UNITED STATES BANKRUPTCY COURT CENTRAL DISTRICT OF ILLINOIS
Nov 22, 2017
Case No. 17-70310 (Bankr. C.D. Ill. Nov. 22, 2017)

Opinion

Case No. 17-70310 Adversary No. 17-07012

11-22-2017

In Re STEPHANIE ELAINE SWISHER, Debtor. JEFFREY D. RICHARDSON, Chapter 7 Trustee, Plaintiff, v. STEPHANIE ELAINE SWISHER, Defendant.


Chapter 7 OPINION

This matter is before the Court following a trial on a two-count complaint filed by Jeffrey D. Richardson, the Chapter 7 trustee ("Trustee"), objecting to the discharge of Stephanie Elaine Swisher ("Debtor"). Because the Trustee met his burden of proof on all required elements of both counts of his complaint, the Debtor's discharge will be denied.

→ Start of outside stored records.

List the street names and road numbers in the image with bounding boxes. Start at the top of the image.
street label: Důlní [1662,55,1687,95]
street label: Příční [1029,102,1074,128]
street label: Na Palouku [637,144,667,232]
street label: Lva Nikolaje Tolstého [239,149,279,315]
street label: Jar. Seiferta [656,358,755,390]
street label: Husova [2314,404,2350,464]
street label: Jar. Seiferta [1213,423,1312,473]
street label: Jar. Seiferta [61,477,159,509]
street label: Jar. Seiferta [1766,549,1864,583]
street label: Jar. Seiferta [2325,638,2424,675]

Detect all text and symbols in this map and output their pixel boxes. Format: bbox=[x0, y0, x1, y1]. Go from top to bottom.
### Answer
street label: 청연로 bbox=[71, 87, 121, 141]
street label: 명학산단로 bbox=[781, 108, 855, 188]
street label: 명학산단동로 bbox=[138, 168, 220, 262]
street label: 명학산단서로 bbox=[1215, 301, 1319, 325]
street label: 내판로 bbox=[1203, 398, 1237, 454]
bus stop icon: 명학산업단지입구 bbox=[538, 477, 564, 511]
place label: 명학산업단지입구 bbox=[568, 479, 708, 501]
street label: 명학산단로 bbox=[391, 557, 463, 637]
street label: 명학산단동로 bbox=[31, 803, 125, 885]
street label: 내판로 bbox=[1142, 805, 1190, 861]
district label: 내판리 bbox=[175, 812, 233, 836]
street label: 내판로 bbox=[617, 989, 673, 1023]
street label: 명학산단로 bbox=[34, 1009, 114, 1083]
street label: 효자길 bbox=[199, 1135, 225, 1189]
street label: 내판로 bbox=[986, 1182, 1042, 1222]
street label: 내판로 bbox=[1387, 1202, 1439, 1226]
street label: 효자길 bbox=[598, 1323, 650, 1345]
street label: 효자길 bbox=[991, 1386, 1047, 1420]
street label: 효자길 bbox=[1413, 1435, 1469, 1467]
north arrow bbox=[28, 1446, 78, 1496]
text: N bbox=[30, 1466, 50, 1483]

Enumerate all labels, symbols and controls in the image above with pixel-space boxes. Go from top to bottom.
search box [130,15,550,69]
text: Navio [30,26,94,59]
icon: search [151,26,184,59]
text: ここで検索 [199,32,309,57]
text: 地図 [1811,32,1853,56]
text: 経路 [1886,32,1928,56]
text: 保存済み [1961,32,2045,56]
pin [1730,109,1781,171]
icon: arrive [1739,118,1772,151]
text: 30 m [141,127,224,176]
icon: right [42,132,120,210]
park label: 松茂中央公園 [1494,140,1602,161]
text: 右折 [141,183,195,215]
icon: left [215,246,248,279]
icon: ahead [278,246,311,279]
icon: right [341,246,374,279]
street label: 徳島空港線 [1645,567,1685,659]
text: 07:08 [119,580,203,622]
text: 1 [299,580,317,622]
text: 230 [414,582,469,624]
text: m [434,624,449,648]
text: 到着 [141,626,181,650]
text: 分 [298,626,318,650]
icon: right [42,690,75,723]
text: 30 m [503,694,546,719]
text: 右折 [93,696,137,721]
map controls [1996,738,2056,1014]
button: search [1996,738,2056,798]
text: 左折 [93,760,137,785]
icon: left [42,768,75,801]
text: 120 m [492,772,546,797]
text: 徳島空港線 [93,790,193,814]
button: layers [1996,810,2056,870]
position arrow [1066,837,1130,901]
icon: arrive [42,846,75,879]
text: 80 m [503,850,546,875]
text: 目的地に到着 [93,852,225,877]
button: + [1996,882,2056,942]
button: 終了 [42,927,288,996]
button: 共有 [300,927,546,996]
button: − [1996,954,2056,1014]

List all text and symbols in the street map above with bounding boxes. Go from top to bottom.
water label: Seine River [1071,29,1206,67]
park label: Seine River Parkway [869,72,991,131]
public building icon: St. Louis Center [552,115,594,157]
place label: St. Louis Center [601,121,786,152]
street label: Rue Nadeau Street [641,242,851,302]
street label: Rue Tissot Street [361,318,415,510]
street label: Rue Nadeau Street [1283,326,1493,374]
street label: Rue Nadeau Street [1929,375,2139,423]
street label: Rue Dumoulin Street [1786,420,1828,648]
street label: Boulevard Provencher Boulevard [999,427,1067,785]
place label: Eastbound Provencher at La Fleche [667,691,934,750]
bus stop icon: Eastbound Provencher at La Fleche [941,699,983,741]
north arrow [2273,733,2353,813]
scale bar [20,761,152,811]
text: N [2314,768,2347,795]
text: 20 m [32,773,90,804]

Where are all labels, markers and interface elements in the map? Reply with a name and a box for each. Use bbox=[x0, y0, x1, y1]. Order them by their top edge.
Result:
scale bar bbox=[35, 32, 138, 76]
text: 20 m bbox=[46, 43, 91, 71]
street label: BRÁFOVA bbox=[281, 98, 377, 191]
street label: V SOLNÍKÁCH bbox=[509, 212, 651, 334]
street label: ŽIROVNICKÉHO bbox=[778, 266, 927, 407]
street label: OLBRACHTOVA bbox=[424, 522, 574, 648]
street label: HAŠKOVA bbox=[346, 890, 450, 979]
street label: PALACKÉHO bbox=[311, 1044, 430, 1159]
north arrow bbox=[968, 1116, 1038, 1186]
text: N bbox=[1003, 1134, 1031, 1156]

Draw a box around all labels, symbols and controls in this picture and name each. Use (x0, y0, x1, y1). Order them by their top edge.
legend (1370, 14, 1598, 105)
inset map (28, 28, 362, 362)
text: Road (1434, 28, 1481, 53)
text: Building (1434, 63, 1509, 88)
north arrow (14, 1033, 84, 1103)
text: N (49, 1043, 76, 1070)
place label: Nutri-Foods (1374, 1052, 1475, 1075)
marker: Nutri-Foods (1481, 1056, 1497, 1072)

I. Factual and Procedural Background

The Debtor filed her voluntary Chapter 7 petition, schedules, and Statement of Financial Affairs ("SOFA") on March 8, 2017. On her Schedule A/B: Property, the Debtor stated that she had no cash on hand but did have $232 in a savings account at the Taylorville Community Credit Union ("TCCU"). In response to the question at paragraph 28 of Schedule A/B regarding tax refunds that might be owed to her, the Debtor disclosed that she "got a tax refund of $9707.05 federal and $895.00 state." Also at paragraph 28 the Debtor identified the current value of the tax refunds she owned as $10,106. On her Schedule C: The Property You Claim as Exempt, the Debtor claimed as exempt, among other things, $653 of the $10,106 in tax refunds and the entire $232 balance in her TCCU savings account. On her SOFA, the Debtor stated she had paid three separate creditors more than $600 each within the 90 days prior to filing her petition: $1000 to her bankruptcy attorney, $1600 to her landlord, and $930.06 to the First Mid America Credit Union, apparently for three installment payments on an auto loan.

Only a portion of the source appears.